Tania Bhattacharyya talks to Rev. Adelia Sandoval, Spiritual Leader and Cultural Director for the Juaneño Band of Mission Indians. She is a Ceremonial Leader, Song Keeper, Wisdom Holder, Tribal Teacher, and Healer.
As she learned the stories and ways from her teachers, she also learned she didn’t have to “save the tribe” … she just had to become more of herself. It took a burden off so she could breathe again and do what she did best: spiritually overseeing her community. She could show up, pray with people, sit with people … and that was more than enough.
She settled into leaning on the wisdom of her ancestors while becoming a good ancestor for those to come.
Sharing our stories creates a ripple effect, and even if one person hears our story and does something different because of it, well, then we just changed the trajectory of the world. In a good way.
Highlights from the podcast episode:
Becoming a Spiritual Leader (or Overseer) for the Juaneño Band of Mission Indians [02:20]
When the student is ready, the teacher will appear. Rev. Adelia heard about her eventual mentor, Ka’chi, and became her student. Their relationship grew and eventually, Adelia would drive to see her every Monday to sit and learn from her. She learned the ceremonial songs and dances and became the go-between for the tribe and Ka’chi. It was a phenomenal education, and Adelia also learned about what it was like to listen, to be silent, and to watch and observe. To notice how people reacted to things. It wasn’t just informational learning but learning a way of being.
Adelia never thought she would replace Ka’chi but as she got older, it became apparent she’d have to continue on. Comfort came in the form of learning she didn’t have to become Ka’chi, but she simply had to settle in and become more of herself. That’s what Ka’chi was teaching her the whole time – how to be herself. And, she removed the burden of having to “save the whole tribe.” She wanted Adelia to know she had given her all the teachings she needed. She was ready – and she was enough.
So, instead of calling herself a spiritual leader today, she considers herself a spiritual over-seer. If she sees a family who is having trouble, she shows up to sit and be. She sings a healing song. She counsels. She may do a wedding for a young couple. She’s there for people. And Ka’chi shows up in dreams and thoughts so she’s constantly guiding her.
Dealing with “Imposter Syndrome” as a leader [12:28]
It’s about having faith. Her ancestors were deeply spiritual people before the missionaries came, and we know this from the songs that have come down from generations. Adelia learned about praying from her grandmother and mother in a multitude of ways – from religious ceremonies to the practice of preparing “one bean at a time” with patience and peace.
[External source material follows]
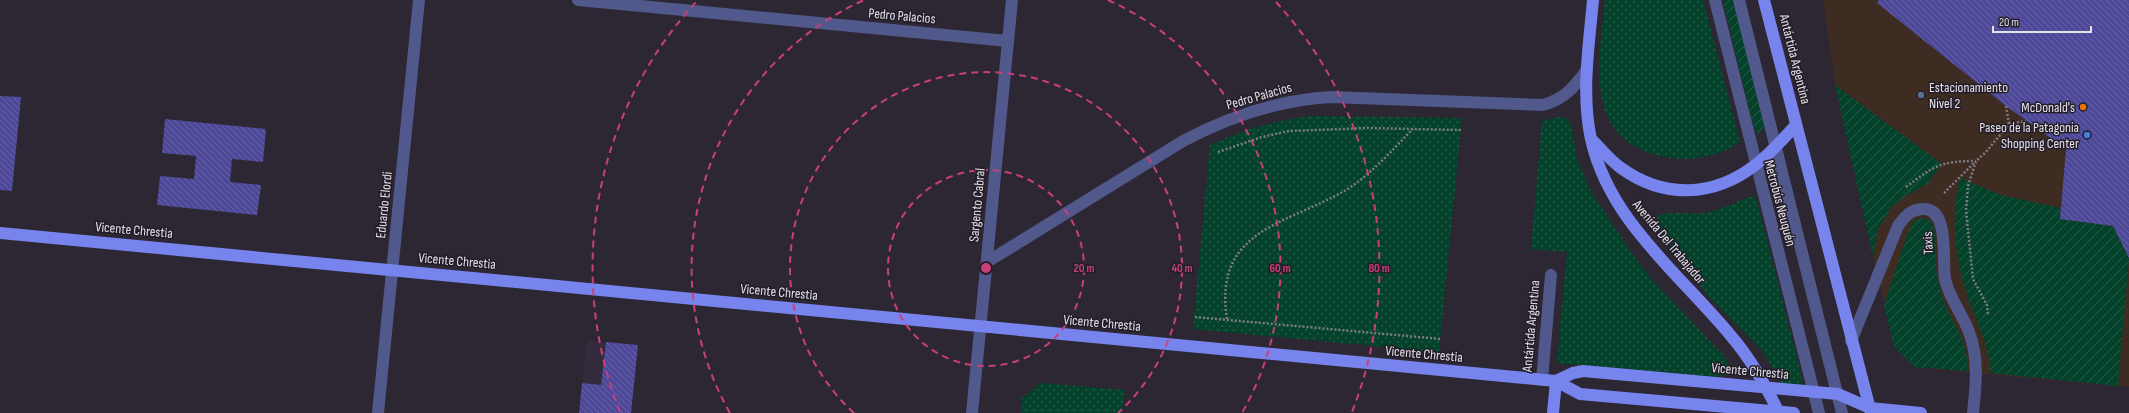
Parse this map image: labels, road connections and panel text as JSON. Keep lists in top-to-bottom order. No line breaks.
{"streets":{"main road":["Antártida Argentina","Vicente Chrestia","Avenida Del Trabajador"],"street":["Pedro Palacios","Metrobús Neuquén","Eduardo Elordi","Sargento Cabral","Taxis"]},"crossings":[["Pedro Palacios","Sargento Cabral"],["Pedro Palacios","Avenida Del Trabajador"],["Antártida Argentina","Vicente Chrestia"],["Metrobús Neuquén","Vicente Chrestia"],["Eduardo Elordi","Vicente Chrestia"],["Sargento Cabral","Vicente Chrestia"],["Vicente Chrestia","Avenida Del Trabajador"]],"places":["Estacionamiento Nivel 2","McDonald's","Paseo de la Patagonia Shopping Center"],"scale_bar":"20 m","rings":["20 m","40 m","60 m","80 m"]}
As a child, Adelia was a little bundle of anxious energy. Her mom taught her to ask for help, which continues to help her today. She took the Catholic teaching and the Acjachemen teaching and weaved it together into a beautiful basket of faith.
We don’t have to have all the answers because we’re divinely guided.
Our relationship with the Earth [18:00]
Personally, I see Rev. Adelia as an activist and organizer. From protesting nuclear waste storage in San Onofre to advocating for cities in Orange County to change Columbus Day to Indigenous People’s Day, she takes real action to leave our world better than we found it.
Rebuilding our relationship with the Earth comes up deeply when we talk about change-making. Human beings have gotten away from caring for Mother Earth. We’ve forgotten our roots … but we still have an ancestral line that goes back to the Earth. We can call upon that, and Earth will find us and inspire us to come up with a solution for whatever we are working on.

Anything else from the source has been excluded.